Lupakan Der Klassiker. Laga yang paling dinanti dan sering disebut sebagai laga terbesar dalam kalender persepakbolaan Jerman ini bahkan tak punya kontestan tetap. Well, mereka punya satu kontestan tetap – FC Bayern, namun siapa yang menjadi lawan Bayern di Der Klassiker selalu menyesuaikan situasi terkini Bundesliga. Pada dekade 1980-an, Der Klassiker digunakan untuk menyebut laga antara FC Bayern dan Borussia Monchengladbach. Sekarang, nama tersebut merupakan sebutan bagi tiap laga antara FC Bayern dan Borussia Dortmund.

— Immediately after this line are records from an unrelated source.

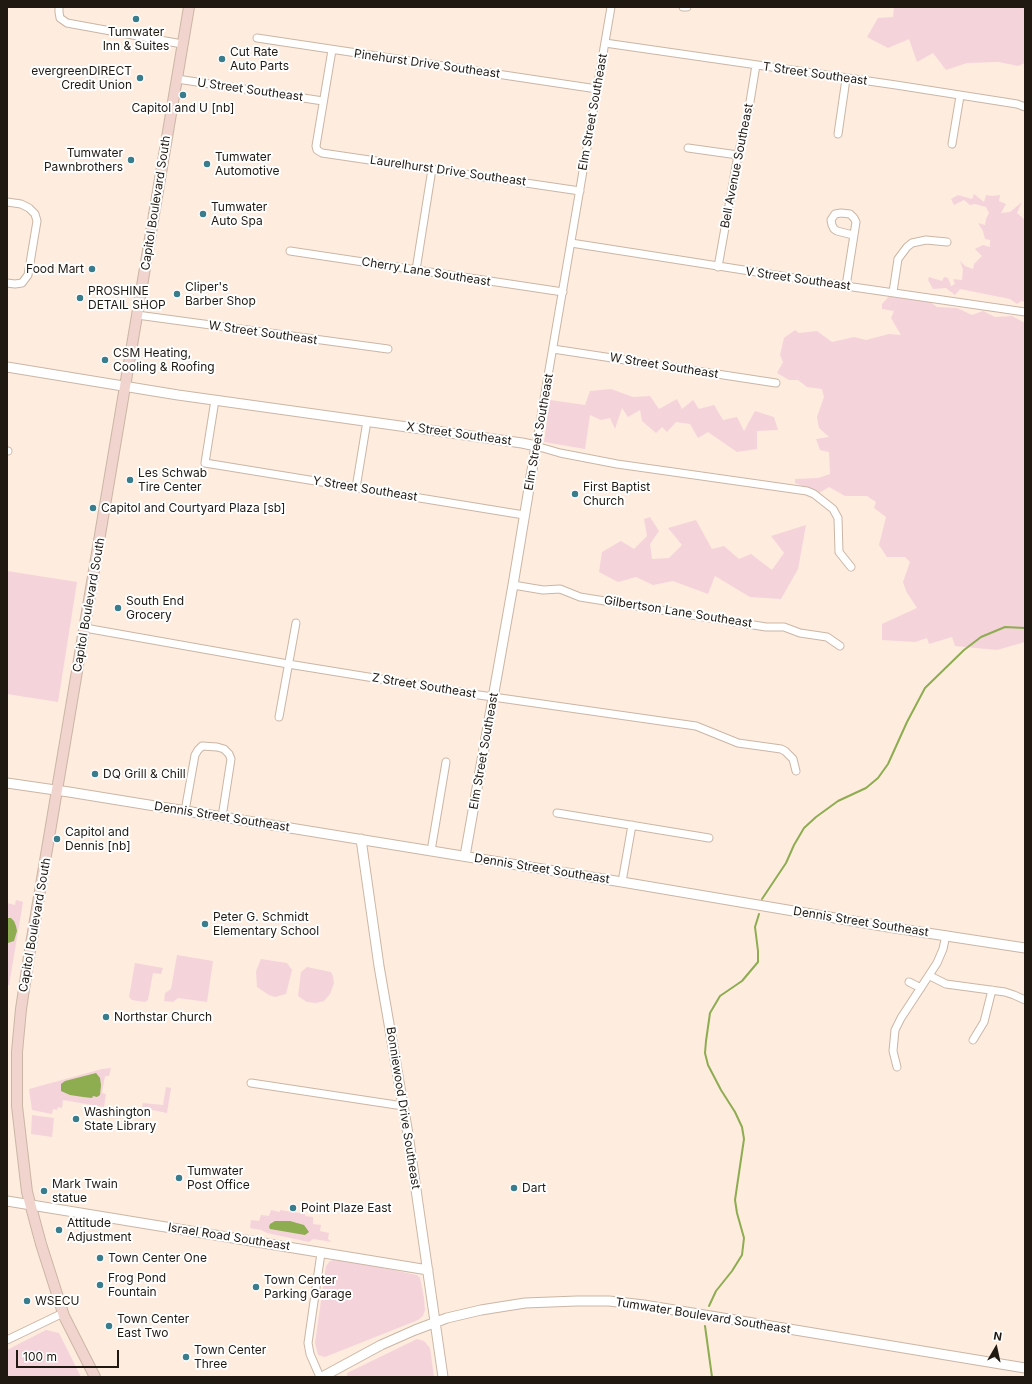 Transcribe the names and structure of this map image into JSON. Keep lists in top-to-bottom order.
{
  "streets": {
    "main road": ["Capitol Boulevard South"],
    "street": [
      "Pinehurst Drive Southeast",
      "T Street Southeast",
      "U Street Southeast",
      "Elm Street Southeast",
      "Bell Avenue Southeast",
      "Laurelhurst Drive Southeast",
      "Cherry Lane Southeast",
      "V Street Southeast",
      "W Street Southeast",
      "X Street Southeast",
      "Y Street Southeast",
      "Gilbertson Lane Southeast",
      "Z Street Southeast",
      "Dennis Street Southeast",
      "Bonniewood Drive Southeast",
      "Israel Road Southeast",
      "Tumwater Boulevard Southeast"
    ]
  },
  "crossings": [
    ["Pinehurst Drive Southeast", "Elm Street Southeast"],
    ["T Street Southeast", "Elm Street Southeast"],
    ["T Street Southeast", "Bell Avenue Southeast"],
    ["U Street Southeast", "Laurelhurst Drive Southeast"],
    ["U Street Southeast", "Capitol Boulevard South"],
    ["Elm Street Southeast", "Laurelhurst Drive Southeast"],
    ["Elm Street Southeast", "Cherry Lane Southeast"],
    ["Elm Street Southeast", "V Street Southeast"],
    ["Elm Street Southeast", "W Street Southeast"],
    ["Elm Street Southeast", "X Street Southeast"],
    ["Elm Street Southeast", "Y Street Southeast"],
    ["Elm Street Southeast", "Gilbertson Lane Southeast"],
    ["Elm Street Southeast", "Z Street Southeast"],
    ["Elm Street Southeast", "Dennis Street Southeast"],
    ["Bell Avenue Southeast", "V Street Southeast"],
    ["Capitol Boulevard South", "W Street Southeast"],
    ["Capitol Boulevard South", "X Street Southeast"],
    ["Capitol Boulevard South", "Z Street Southeast"],
    ["Capitol Boulevard South", "Dennis Street Southeast"],
    ["Capitol Boulevard South", "Israel Road Southeast"],
    ["X Street Southeast", "Y Street Southeast"],
    ["Dennis Street Southeast", "Bonniewood Drive Southeast"],
    ["Bonniewood Drive Southeast", "Israel Road Southeast"],
    ["Bonniewood Drive Southeast", "Tumwater Boulevard Southeast"]
  ],
  "places": [
    "Tumwater Inn & Suites",
    "Cut Rate Auto Parts",
    "evergreenDIRECT Credit Union",
    "Capitol and U [nb]",
    "Tumwater Pawnbrothers",
    "Tumwater Automotive",
    "Tumwater Auto Spa",
    "Food Mart",
    "Cliper's Barber Shop",
    "PROSHINE DETAIL SHOP",
    "CSM Heating, Cooling & Roofing",
    "Les Schwab Tire Center",
    "First Baptist Church",
    "Capitol and Courtyard Plaza [sb]",
    "South End Grocery",
    "DQ Grill & Chill",
    "Capitol and Dennis [nb]",
    "Peter G. Schmidt Elementary School",
    "Northstar Church",
    "Washington State Library",
    "Tumwater Post Office",
    "Dart",
    "Mark Twain statue",
    "Point Plaze East",
    "Attitude Adjustment",
    "Town Center One",
    "Frog Pond Fountain",
    "Town Center Parking Garage",
    "WSECU",
    "Town Center East Two",
    "Town Center Three"
  ],
  "scale_bar": "100 m",
  "north": "top"
} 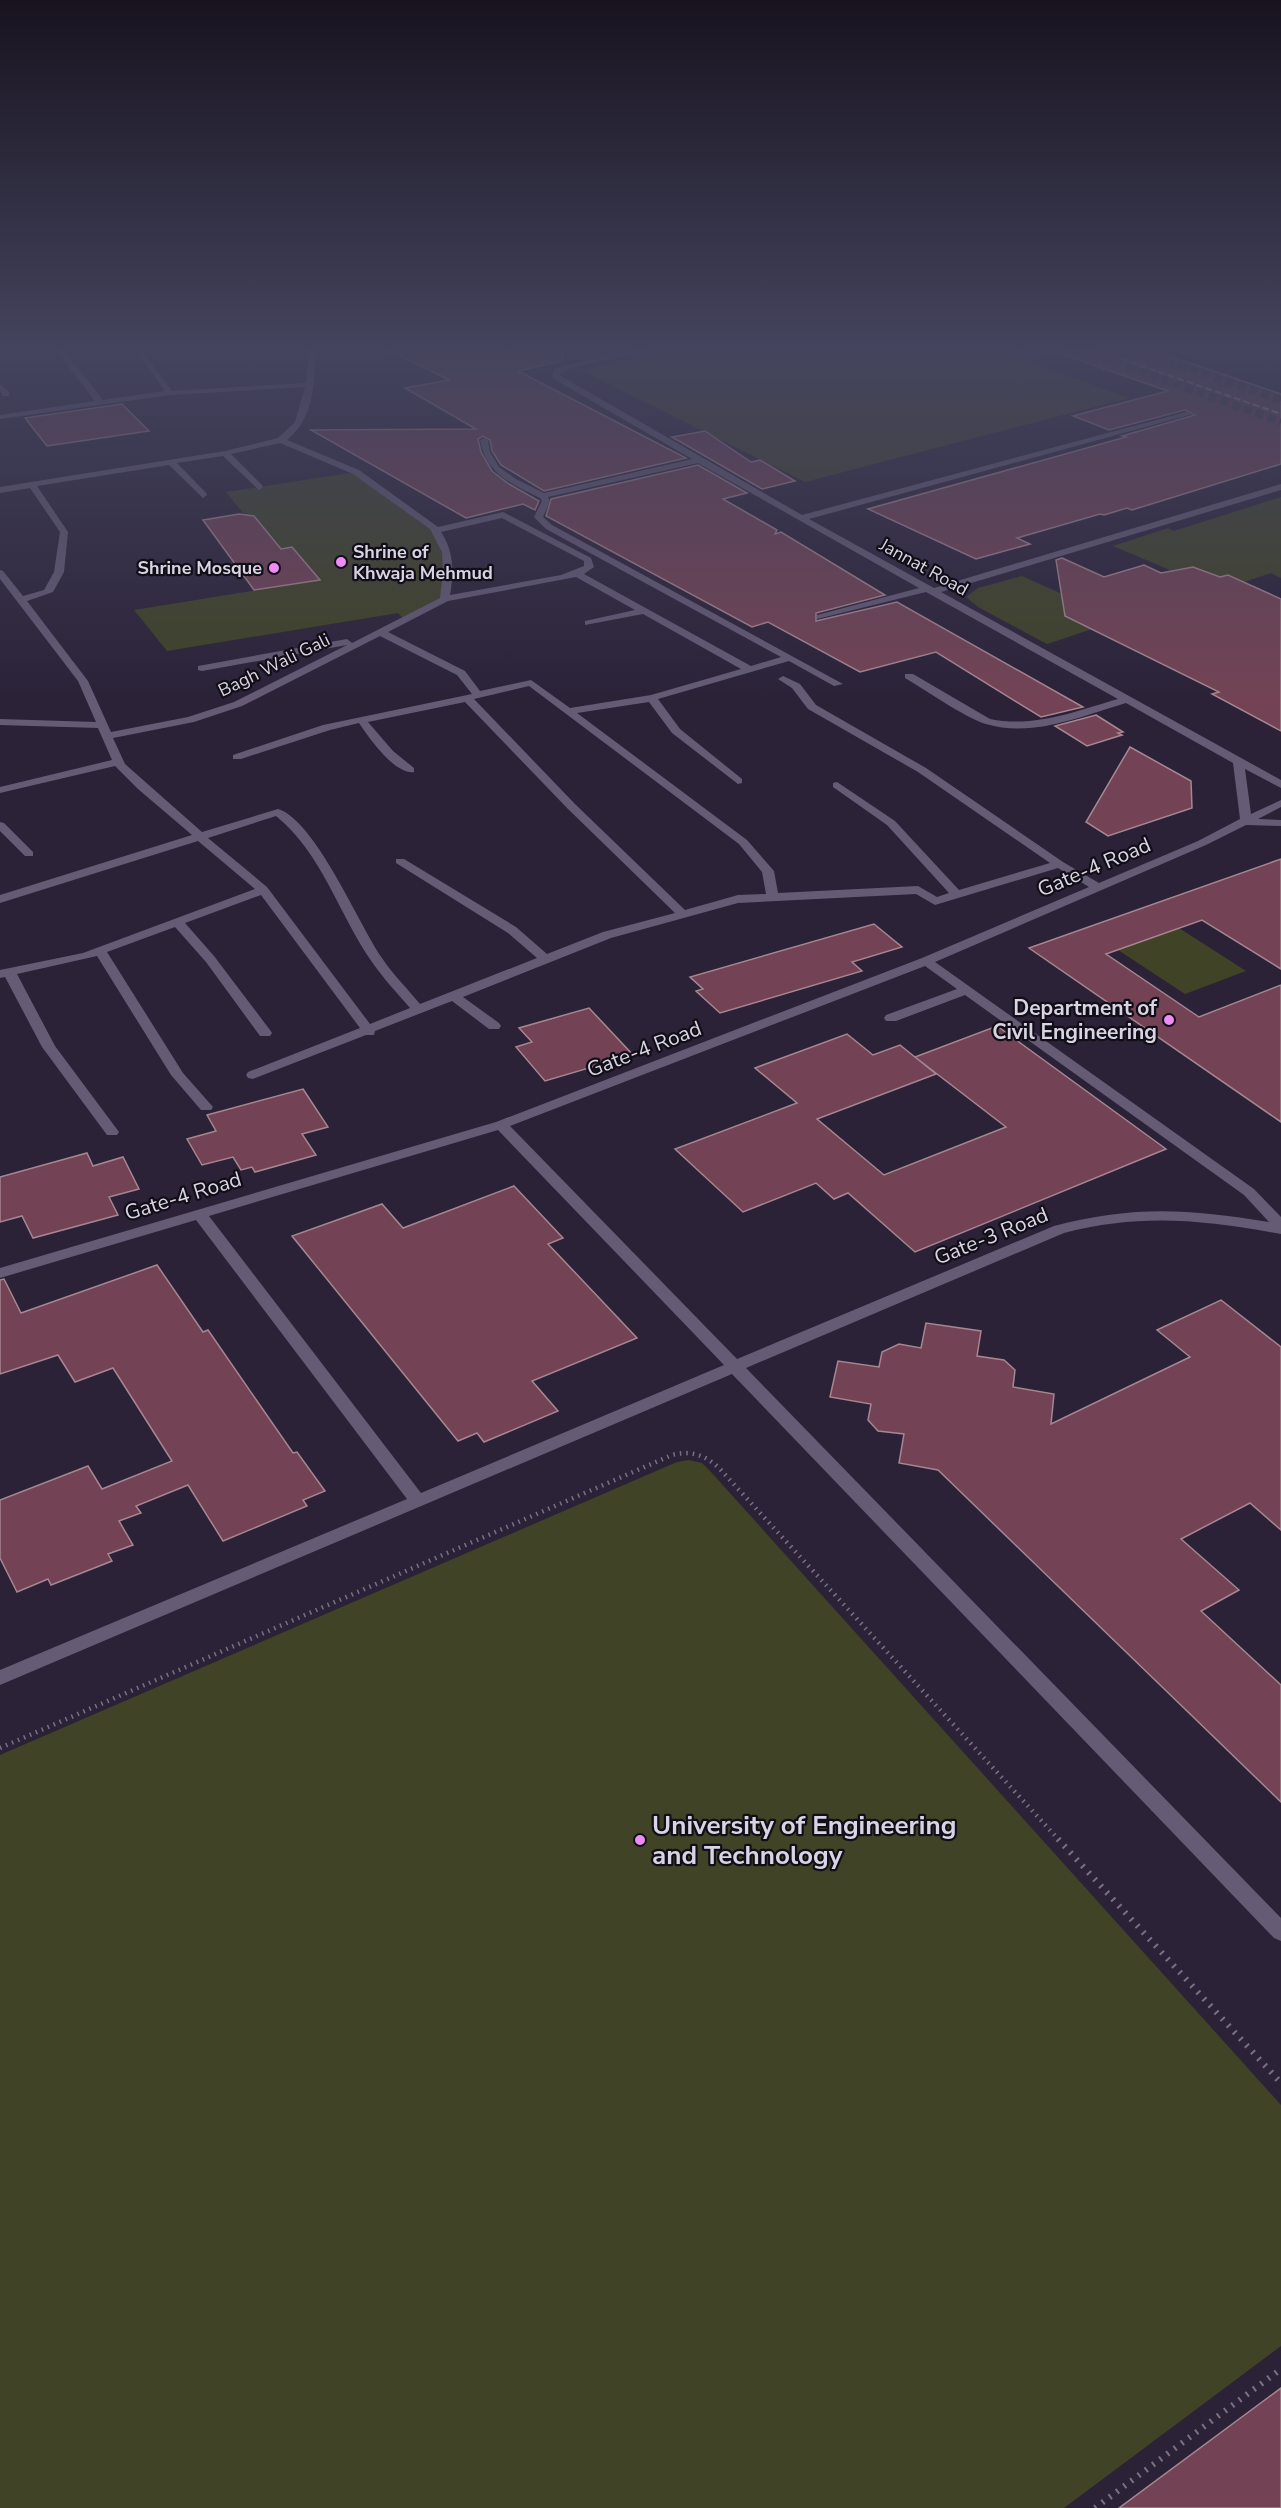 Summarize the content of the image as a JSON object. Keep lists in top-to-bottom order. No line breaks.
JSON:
{"streets":{"street":["Jannat Road","Bagh Wali Gali","Gate-4 Road","Gate-3 Road"]},"places":["Shrine of Khwaja Mehmud","Shrine Mosque","Department of Civil Engineering","University of Engineering and Technology"]}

Jika ada rivalitas yang begitu mendarah daging dan mampu menyulut emosi sampai ke ubun-ubun, itu adalah The Fear Derby antara St. Pauli dan Hansa Rostock. Entah betul itu nama yang benar untuk laga antara kedua klub tersebut atau bukan – saya menggunakan istilah yang dipakai oleh Tom Clover, yang jelas, pertemuan kedua klub semenjana ini selalu memunculkan ketegangan yang nyaris tak ada duanya.

Akarnya adalah ideologi politik. Jika St. Pauli merupakan klub yang kental dengan ideologi komunis, maka Hansa Rostock adalah klub kesayangan para neo-Nazi dari kota Rostock. Seperti yang terjadi di Italia antara Livorno (sayap kiri) dan Lazio (sayap kanan), ketika dua kutub politik yang berseberangan ini bertemu, hasilnya adalah letupan dahsyat.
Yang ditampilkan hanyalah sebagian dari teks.